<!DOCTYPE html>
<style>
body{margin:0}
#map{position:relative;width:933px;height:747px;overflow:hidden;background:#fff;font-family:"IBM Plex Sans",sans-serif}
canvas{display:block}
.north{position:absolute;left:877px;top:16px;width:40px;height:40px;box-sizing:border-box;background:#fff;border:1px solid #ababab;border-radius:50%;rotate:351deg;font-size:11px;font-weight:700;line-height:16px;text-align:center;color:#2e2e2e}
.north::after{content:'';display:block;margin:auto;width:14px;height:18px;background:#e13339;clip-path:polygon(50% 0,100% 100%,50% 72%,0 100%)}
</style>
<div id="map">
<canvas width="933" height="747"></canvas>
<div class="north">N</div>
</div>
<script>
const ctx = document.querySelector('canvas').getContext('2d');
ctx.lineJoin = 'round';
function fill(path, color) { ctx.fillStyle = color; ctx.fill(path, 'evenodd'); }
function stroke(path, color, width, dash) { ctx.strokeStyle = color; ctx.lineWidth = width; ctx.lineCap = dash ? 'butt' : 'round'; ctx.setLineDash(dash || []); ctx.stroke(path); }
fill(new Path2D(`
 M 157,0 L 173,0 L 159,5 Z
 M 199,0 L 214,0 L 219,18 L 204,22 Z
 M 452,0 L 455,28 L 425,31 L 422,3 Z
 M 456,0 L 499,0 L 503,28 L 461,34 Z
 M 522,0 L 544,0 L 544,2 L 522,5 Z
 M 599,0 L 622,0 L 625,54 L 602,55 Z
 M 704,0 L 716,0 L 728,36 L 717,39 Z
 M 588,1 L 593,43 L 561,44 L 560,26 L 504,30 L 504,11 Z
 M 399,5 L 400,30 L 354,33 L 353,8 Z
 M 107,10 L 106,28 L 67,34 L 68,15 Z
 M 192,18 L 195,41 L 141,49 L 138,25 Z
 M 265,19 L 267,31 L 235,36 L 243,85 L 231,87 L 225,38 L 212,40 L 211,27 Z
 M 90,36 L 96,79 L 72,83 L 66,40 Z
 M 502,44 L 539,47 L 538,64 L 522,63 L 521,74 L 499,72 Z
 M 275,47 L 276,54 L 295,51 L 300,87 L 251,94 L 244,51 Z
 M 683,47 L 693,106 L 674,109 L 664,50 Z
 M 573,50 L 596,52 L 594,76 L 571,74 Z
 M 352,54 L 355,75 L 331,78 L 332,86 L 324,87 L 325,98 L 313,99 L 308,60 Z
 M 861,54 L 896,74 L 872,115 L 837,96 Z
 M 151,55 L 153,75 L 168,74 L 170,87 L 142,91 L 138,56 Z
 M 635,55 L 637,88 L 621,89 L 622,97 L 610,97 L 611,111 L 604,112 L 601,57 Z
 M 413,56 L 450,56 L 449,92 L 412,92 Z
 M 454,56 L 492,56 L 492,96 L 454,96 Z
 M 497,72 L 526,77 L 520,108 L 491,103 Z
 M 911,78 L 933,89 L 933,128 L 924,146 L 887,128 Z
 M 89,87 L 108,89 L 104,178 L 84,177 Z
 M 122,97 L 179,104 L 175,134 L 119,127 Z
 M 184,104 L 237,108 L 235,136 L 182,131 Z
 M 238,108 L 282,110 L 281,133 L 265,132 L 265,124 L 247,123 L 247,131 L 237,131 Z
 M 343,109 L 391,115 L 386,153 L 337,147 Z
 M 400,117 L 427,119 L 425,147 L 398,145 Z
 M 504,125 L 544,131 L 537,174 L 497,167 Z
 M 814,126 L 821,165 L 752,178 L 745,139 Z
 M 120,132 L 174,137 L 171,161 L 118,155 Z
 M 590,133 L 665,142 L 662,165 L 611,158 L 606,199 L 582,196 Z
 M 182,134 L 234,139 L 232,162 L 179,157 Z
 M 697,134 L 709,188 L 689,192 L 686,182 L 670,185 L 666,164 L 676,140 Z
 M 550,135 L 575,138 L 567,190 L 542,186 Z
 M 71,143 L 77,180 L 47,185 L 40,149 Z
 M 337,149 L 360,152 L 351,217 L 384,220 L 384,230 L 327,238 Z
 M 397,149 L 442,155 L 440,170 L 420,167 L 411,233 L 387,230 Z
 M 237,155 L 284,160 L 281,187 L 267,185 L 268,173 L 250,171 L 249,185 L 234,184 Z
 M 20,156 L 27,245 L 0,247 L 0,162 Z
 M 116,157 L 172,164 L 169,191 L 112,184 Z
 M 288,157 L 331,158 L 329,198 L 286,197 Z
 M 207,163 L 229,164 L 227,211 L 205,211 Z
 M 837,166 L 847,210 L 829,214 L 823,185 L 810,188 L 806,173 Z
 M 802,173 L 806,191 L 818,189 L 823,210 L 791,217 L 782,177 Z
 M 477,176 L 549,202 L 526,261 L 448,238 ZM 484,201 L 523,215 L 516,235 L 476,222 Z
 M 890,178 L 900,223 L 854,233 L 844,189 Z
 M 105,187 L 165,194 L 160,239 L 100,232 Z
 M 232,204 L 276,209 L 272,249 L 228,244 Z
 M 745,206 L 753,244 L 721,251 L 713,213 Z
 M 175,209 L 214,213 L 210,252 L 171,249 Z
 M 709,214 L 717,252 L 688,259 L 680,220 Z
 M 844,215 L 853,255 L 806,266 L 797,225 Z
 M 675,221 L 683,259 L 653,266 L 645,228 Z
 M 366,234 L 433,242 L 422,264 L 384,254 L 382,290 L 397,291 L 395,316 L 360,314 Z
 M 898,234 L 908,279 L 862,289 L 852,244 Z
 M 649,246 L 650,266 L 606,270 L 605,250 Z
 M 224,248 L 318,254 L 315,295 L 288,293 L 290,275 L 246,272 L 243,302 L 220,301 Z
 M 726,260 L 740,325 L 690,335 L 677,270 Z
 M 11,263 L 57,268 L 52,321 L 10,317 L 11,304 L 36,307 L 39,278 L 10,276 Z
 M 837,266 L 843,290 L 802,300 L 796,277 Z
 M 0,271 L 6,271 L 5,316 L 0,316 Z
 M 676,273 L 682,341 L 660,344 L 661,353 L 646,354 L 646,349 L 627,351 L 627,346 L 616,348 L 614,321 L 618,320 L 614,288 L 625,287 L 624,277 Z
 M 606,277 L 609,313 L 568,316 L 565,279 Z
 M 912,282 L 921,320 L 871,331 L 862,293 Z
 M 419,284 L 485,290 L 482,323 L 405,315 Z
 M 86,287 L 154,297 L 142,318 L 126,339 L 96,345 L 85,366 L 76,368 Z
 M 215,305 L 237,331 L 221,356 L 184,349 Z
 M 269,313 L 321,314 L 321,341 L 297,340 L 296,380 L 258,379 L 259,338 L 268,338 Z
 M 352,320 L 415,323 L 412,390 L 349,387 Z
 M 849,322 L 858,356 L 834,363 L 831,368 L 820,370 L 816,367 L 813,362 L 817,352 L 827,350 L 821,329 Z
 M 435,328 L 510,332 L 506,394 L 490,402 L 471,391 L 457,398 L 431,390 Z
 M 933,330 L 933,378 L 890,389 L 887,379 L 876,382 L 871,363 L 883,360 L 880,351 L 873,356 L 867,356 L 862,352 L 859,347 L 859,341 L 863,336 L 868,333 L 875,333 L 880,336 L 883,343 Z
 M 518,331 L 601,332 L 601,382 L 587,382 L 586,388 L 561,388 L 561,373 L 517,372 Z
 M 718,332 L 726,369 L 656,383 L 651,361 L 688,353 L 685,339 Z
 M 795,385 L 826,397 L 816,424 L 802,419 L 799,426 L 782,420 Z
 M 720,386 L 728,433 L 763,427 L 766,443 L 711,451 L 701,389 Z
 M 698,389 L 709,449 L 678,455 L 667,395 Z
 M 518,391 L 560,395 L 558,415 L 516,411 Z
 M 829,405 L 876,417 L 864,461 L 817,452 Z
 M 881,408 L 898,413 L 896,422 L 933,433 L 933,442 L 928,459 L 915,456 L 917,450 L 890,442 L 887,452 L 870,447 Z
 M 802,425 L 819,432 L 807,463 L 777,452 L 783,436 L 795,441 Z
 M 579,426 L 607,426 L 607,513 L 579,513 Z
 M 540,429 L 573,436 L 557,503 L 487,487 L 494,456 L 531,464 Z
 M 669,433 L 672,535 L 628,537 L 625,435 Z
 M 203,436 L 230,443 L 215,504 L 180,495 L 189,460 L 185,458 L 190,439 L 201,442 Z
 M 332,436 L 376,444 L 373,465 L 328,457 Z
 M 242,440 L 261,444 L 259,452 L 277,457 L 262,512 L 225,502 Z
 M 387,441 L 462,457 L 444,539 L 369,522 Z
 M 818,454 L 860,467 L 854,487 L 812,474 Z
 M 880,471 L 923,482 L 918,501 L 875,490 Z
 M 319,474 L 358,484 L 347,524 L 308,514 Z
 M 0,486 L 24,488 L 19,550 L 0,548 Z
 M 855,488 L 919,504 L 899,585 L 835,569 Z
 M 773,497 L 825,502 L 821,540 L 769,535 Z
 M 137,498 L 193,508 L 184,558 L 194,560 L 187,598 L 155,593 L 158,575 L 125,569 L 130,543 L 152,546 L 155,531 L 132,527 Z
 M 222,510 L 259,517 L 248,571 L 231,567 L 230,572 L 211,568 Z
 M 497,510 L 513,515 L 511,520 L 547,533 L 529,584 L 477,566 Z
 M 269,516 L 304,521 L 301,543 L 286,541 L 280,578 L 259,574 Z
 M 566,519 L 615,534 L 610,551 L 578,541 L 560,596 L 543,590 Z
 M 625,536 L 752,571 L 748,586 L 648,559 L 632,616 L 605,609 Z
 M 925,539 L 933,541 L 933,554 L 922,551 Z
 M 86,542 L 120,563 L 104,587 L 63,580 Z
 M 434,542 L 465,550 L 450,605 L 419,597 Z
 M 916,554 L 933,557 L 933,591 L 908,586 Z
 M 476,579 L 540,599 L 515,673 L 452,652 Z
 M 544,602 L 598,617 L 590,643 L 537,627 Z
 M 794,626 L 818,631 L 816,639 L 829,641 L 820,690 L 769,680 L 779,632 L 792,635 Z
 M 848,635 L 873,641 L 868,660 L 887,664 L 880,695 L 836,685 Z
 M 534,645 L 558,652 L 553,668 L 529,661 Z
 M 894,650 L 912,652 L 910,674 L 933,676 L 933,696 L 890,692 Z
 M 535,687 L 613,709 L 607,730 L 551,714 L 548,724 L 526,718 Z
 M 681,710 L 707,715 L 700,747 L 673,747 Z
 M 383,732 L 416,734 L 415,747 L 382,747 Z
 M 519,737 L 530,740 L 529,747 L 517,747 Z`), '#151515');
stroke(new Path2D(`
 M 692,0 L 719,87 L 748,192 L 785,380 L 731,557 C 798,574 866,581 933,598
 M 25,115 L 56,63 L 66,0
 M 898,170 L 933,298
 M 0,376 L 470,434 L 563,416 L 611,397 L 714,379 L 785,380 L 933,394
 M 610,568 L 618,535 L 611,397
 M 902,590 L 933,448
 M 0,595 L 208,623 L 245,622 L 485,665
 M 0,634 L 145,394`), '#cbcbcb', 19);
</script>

☆ ☆ ☆ ☆

■ Exercise goal
Extract every line above that contains the word "canvas".

■ Answer to this exercise
canvas{display:block}
<canvas width="933" height="747"></canvas>
const ctx = document.querySelector('canvas').getContext('2d');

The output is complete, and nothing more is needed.